The film is intended to be used as a tool that may inspire other researchers to engage in similar arts-based collaborations. Each stage of the production process has been documented and is available in a companion ‘making of’ film. Through this additional footage we hope to share a potential road map for future partnerships in filmmaking and other artistic production, as well as to reflect on the methods and expertise behind this particular style of production.
Life on the Move Film
North Star Fading
PositiveNegatives, a not-for-profit education organisation based at SOAS,produce comics, animations and podcasts about contemporary social and humanitarian issues, including conflict, racism, migration and asylum. Combining ethnographic research with illustration, adapting personal stories into art, education and advocacy materials.

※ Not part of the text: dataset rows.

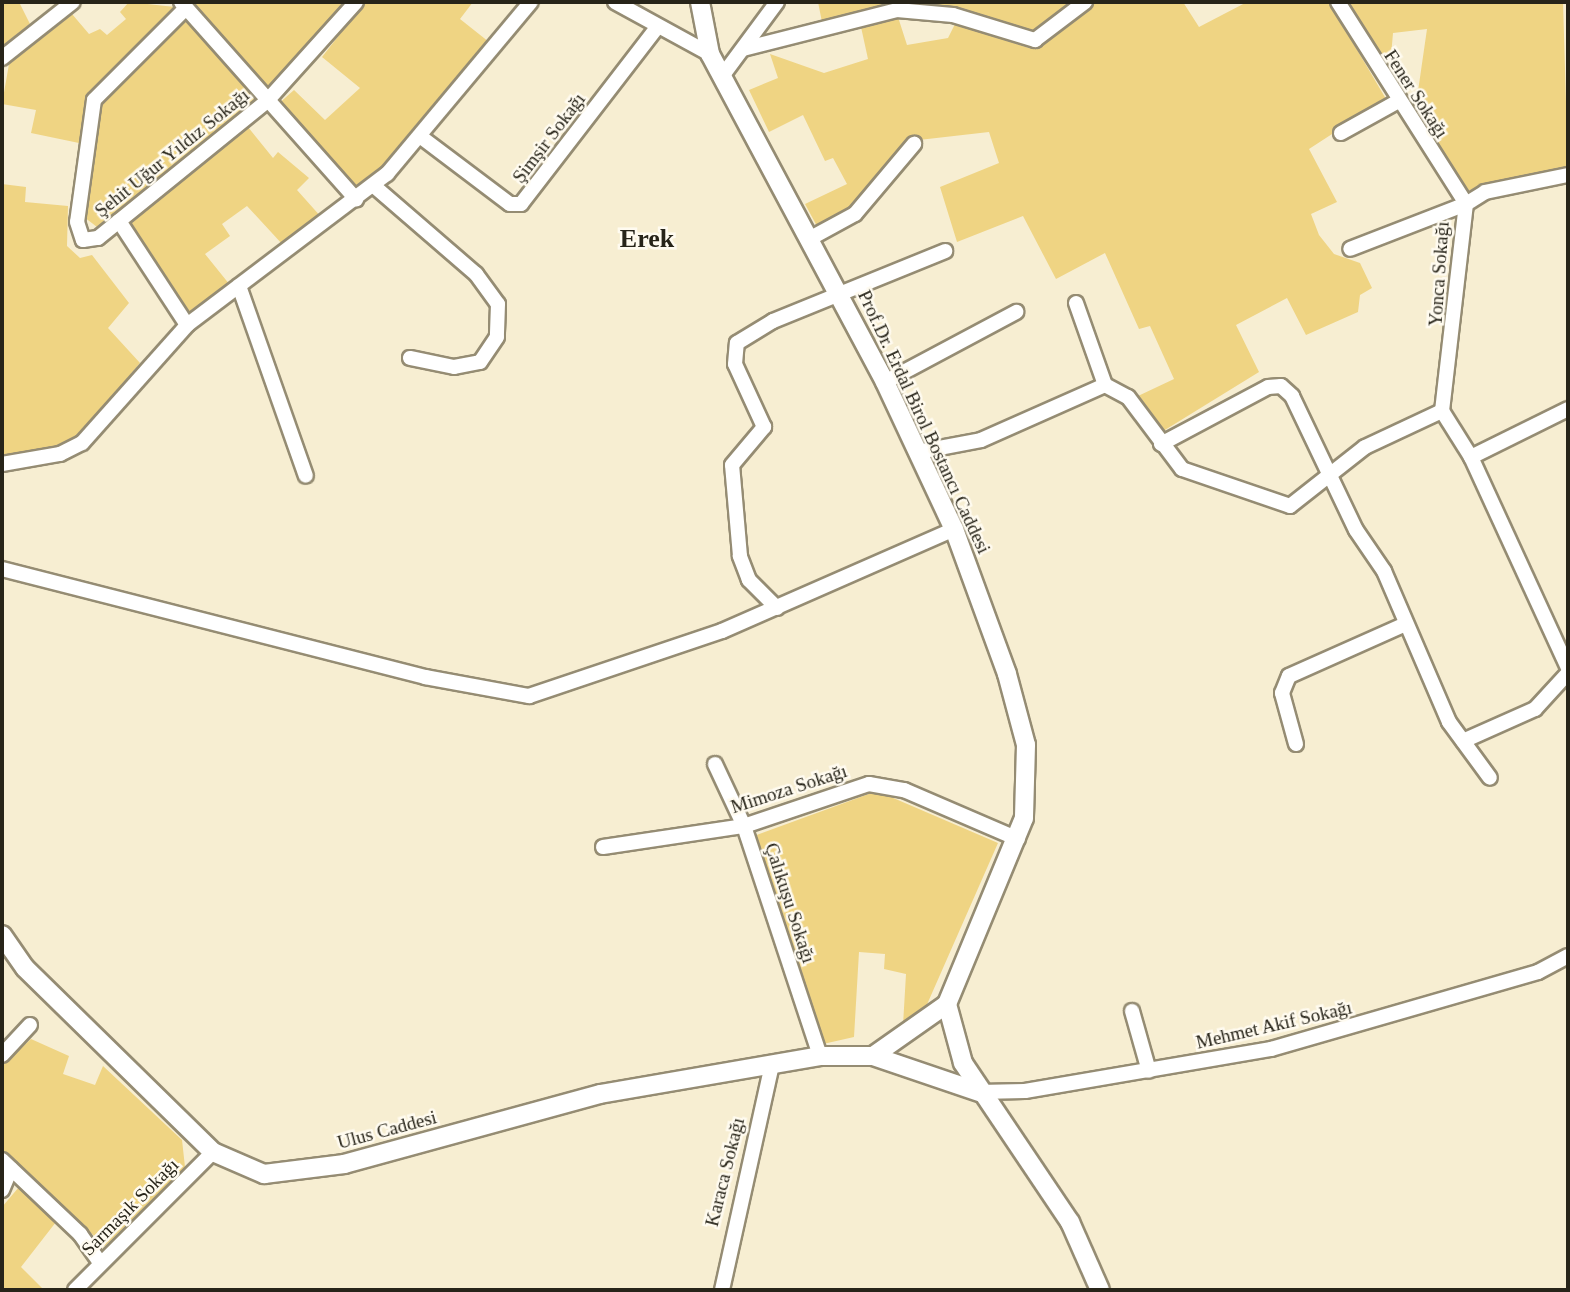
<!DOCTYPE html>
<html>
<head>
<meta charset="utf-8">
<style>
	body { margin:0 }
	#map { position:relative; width:1570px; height:1292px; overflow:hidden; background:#f7eed2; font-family:"Times New Roman",serif }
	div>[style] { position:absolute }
	.green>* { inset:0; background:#efd483 }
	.roads { filter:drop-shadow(2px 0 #958c73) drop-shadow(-2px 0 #958c73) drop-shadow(0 2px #958c73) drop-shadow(0 -2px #958c73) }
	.minor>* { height:14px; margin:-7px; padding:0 7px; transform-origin:7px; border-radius:7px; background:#fff }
	.tertiary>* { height:18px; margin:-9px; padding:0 9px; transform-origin:9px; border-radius:9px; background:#fff }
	span { translate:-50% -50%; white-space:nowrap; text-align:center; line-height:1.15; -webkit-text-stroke:5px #fffbf0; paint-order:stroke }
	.street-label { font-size:19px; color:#272419 }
	.district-label { font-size:26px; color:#272419; font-weight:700 }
	.frame { position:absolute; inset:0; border:4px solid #272419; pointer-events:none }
</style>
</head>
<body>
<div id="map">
	<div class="green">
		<div style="clip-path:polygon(2px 2px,19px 2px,30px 24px,2px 46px)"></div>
		<div style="clip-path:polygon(129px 2px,175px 7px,88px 101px,79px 143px,31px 133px,36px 110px,2px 104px,9px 64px,72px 14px,89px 34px,100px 29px,107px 35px,126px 19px,120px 12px)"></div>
		<div style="clip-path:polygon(189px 2px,347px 2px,266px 94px)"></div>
		<div style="clip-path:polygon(365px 2px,473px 2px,460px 19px,489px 42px,388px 163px,356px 189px,276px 106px,294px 90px,325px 120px,360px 88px,322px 57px)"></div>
		<div style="clip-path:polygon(818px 2px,1074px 2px,1031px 34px,916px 3px,822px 22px)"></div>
		<div style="clip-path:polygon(1096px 2px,1183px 2px,1199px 27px,1247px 2px,1329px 2px,1386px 99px,1309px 149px,1337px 202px,1311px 214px,1319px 235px,1334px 254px,1360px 263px,1372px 288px,1360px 295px,1358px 312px,1306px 335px,1287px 298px,1236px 325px,1259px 372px,1160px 433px,1138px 396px,1174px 379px,1150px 326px,1139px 329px,1105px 253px,1056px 279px,1023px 216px,957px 242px,940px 187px,999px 163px,989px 132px,910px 141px,849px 210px,818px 228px,805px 204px,847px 184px,833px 158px,825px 161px,803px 115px,769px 132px,749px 90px,778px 78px,770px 54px,824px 73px,868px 59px,861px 27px,898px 17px,907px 45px,948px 38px,955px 24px,1032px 49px)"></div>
		<div style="clip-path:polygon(1348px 2px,1563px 2px,1568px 169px,1465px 191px,1416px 105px,1427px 29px,1393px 33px,1391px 56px,1379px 57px)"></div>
		<div style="clip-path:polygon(188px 17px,256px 99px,97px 227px,84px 217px,100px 102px)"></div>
		<div style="clip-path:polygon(248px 127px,273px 158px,278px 152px,309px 178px,297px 190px,322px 218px,283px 245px,247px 206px,222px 224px,230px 236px,205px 254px,230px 285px,192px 316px,128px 223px)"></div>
		<div style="clip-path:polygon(2px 184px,26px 187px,25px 202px,68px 206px,67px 246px,80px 258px,92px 255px,129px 303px,108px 328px,140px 363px,73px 443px,2px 457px)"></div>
		<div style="clip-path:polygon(877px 791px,998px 843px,925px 1009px,903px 1025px,906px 974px,884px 969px,885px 954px,859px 952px,854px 1037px,823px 1044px,754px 836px)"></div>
		<div style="clip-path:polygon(31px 1039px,69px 1056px,63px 1074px,95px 1085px,103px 1066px,182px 1140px,185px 1167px,105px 1246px,2px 1151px,2px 1066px)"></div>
		<div style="clip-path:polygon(19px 1187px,56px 1222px,21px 1267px,44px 1290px,2px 1290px,2px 1207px)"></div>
	</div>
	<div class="roads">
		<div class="minor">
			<div style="left:181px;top:2px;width:264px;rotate:48.4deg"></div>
			<div style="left:615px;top:2px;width:108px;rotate:28.7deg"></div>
			<div style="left:1338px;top:2px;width:239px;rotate:57.6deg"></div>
			<div style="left:1466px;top:204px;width:124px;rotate:158.8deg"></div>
			<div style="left:186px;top:8px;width:130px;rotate:135deg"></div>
			<div style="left:94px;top:100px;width:123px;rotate:97.9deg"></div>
			<div style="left:77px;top:222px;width:19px;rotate:72deg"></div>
			<div style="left:83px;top:240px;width:15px;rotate:-8deg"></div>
			<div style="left:98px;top:238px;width:218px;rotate:-39deg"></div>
			<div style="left:267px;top:101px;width:133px;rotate:-48deg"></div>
			<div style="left:743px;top:49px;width:159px;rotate:-14.2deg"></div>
			<div style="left:897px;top:10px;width:56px;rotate:5.1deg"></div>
			<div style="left:953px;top:15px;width:86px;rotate:17deg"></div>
			<div style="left:1035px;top:40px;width:63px;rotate:-37.2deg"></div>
			<div style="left:2px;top:58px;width:90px;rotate:-38.3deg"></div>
			<div style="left:723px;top:75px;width:91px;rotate:-53.5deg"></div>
			<div style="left:1341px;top:133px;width:64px;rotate:-29deg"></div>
			<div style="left:421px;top:137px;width:111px;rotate:37deg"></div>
			<div style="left:510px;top:204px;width:11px"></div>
			<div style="left:521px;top:204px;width:221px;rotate:-52.4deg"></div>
			<div style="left:374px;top:186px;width:135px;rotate:40.8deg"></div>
			<div style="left:476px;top:274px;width:37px;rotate:54deg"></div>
			<div style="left:498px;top:304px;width:33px;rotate:92deg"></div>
			<div style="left:497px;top:337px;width:30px;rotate:124deg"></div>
			<div style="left:480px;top:362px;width:26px;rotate:169deg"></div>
			<div style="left:454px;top:367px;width:45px;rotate:-168.4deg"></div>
			<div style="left:119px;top:221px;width:124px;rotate:56.8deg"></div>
			<div style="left:809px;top:239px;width:52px;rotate:-28.5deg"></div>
			<div style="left:855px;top:214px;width:92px;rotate:-49.9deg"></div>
			<div style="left:239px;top:286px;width:201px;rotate:70.6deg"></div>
			<div style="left:1076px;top:303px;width:87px;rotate:70.5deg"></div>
			<div style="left:885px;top:382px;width:149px;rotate:-28.1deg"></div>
			<div style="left:1442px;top:411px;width:54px;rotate:57.8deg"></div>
			<div style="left:1471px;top:457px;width:232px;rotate:65.3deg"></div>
			<div style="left:1161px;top:444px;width:121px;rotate:-28deg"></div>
			<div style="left:1268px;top:387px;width:13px;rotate:-4deg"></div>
			<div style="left:1281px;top:386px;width:15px;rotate:42deg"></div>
			<div style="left:1292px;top:396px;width:148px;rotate:64.5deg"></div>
			<div style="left:1356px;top:530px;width:50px;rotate:55.7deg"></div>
			<div style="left:1384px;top:571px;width:164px;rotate:66.7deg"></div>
			<div style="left:1449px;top:722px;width:69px;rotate:53.8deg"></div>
			<div style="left:918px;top:452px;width:64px;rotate:-10.8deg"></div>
			<div style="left:981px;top:440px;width:136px;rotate:-23.9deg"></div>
			<div style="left:1105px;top:385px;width:26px;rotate:28deg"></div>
			<div style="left:1128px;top:397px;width:90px;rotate:53.1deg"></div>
			<div style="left:1182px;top:469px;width:114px;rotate:18.9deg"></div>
			<div style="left:1290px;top:506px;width:95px;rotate:-38.2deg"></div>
			<div style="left:1365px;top:447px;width:85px;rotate:-25.1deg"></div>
			<div style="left:1442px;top:411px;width:208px;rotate:-83.4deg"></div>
			<div style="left:1466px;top:204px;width:22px;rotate:-32deg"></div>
			<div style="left:1485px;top:192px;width:85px;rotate:-11.6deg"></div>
			<div style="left:1471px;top:457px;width:108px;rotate:-26.3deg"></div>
			<div style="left:2px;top:464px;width:59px;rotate:-9.8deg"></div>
			<div style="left:60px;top:454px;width:25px;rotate:-27deg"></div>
			<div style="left:82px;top:443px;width:158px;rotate:-48.3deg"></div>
			<div style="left:187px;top:325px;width:251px;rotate:-37.1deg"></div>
			<div style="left:387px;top:174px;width:224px;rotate:-50.1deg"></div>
			<div style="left:2px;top:569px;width:437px;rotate:14.3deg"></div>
			<div style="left:425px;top:677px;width:106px;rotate:10.4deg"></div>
			<div style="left:529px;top:696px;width:204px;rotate:-18.6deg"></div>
			<div style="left:722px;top:631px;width:253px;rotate:-23.7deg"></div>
			<div style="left:777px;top:608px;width:40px;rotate:-135deg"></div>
			<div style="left:749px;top:580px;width:26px;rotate:-111deg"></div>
			<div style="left:740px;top:556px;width:91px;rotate:-95deg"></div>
			<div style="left:732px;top:465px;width:50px;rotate:-49.9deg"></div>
			<div style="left:764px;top:427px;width:69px;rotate:-114.7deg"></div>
			<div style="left:735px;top:364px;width:21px;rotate:-85deg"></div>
			<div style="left:737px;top:343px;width:42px;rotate:-31.4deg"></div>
			<div style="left:773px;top:321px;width:186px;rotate:-22.1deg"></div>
			<div style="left:1463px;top:741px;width:79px;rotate:-24deg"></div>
			<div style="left:1535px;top:709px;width:49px;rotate:-47.5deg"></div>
			<div style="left:1296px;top:744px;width:53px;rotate:-105.4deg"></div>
			<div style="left:1282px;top:693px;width:18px;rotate:-68deg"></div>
			<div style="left:1289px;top:676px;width:128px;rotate:-24deg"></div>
			<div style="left:715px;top:764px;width:68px;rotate:64.9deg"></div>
			<div style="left:744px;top:826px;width:242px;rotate:71.7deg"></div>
			<div style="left:603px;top:847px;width:143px;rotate:-8.5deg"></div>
			<div style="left:744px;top:826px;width:132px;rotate:-18.6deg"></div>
			<div style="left:869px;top:784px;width:36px;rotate:10deg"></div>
			<div style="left:904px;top:790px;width:124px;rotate:23.3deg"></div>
			<div style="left:1132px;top:1011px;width:62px;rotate:74.2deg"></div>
			<div style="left:2px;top:1055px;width:41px;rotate:-47deg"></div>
			<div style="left:979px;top:1092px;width:46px;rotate:-1.2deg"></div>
			<div style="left:1025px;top:1091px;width:250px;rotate:-9.7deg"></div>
			<div style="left:1271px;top:1049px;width:278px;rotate:-16.1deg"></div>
			<div style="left:1538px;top:972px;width:34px;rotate:-28deg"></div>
			<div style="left:2px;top:1160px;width:108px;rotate:43.5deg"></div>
			<div style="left:80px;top:1234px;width:35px;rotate:55deg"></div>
			<div style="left:2px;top:1190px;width:23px;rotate:-67deg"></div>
			<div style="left:75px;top:1290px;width:195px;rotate:-45deg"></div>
			<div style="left:722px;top:1290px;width:230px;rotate:-77.5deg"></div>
		</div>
		<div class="tertiary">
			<div style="left:700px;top:2px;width:53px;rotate:79.1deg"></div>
			<div style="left:710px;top:54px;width:372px;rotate:61.9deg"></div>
			<div style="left:885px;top:382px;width:162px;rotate:64.9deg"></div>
			<div style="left:954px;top:529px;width:154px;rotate:69.9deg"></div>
			<div style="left:1007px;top:674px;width:73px;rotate:75deg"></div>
			<div style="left:1026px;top:745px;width:73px;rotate:91.6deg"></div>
			<div style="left:1024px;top:818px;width:201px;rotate:112.5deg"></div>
			<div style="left:947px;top:1004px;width:61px;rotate:74.8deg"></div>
			<div style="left:963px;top:1063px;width:192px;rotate:56.1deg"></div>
			<div style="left:1070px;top:1222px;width:74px;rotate:66.2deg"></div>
			<div style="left:2px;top:935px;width:40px;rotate:55.1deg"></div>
			<div style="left:25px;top:968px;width:263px;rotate:44.4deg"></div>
			<div style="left:213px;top:1152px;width:56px;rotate:23.3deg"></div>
			<div style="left:264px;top:1174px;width:81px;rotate:-7.1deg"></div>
			<div style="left:344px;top:1164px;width:265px;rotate:-15.3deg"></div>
			<div style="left:600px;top:1094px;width:223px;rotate:-9.8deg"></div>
			<div style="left:820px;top:1056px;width:53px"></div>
			<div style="left:947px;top:1004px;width:90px;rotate:144.9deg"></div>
			<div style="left:873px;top:1056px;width:112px;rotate:18.8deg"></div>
		</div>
	</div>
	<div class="street-label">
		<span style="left:1416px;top:94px;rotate:57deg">Fener Sokağı</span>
		<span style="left:549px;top:138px;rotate:-53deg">Şimşir Sokağı</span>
		<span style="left:172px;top:153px;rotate:-39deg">Şehit Uğur Yıldız Sokağı</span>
		<span style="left:1439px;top:274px;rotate:-86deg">Yonca Sokağı</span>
		<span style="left:924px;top:422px;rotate:65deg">Prof.Dr. Erdal Birol Bostancı Caddesi</span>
		<span style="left:789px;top:789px;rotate:-18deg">Mimoza Sokağı</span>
		<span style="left:790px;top:903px;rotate:72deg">Çalıkuşu Sokağı</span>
		<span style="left:1274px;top:1025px;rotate:-13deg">Mehmet Akif Sokağı</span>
		<span style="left:387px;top:1130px;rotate:-15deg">Ulus Caddesi</span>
		<span style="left:725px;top:1172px;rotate:-76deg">Karaca Sokağı</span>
		<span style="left:130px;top:1207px;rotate:-45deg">Sarmaşık Sokağı</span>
	</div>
	<div class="district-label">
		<span style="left:647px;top:239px">Erek</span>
	</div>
	<div class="frame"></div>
</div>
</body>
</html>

PositiveNegatives’ approach to creating literary comics combines continual engagement and reaffirmation from participants, and as such is sensitive to the culture, histories and beliefs of their communities.
SOAS Director, Baroness Valerie Amos is also a patron of PositiveNegatives.
North Star Fading is inspired by the testimonies of 4 Eritrean refugees who fled their homes to make the dangerous journey across Ethiopia, Sudan and Libya to Europe. Illustrated by Karrie Fransman with sound and voiceover by Lula Mebrahtu.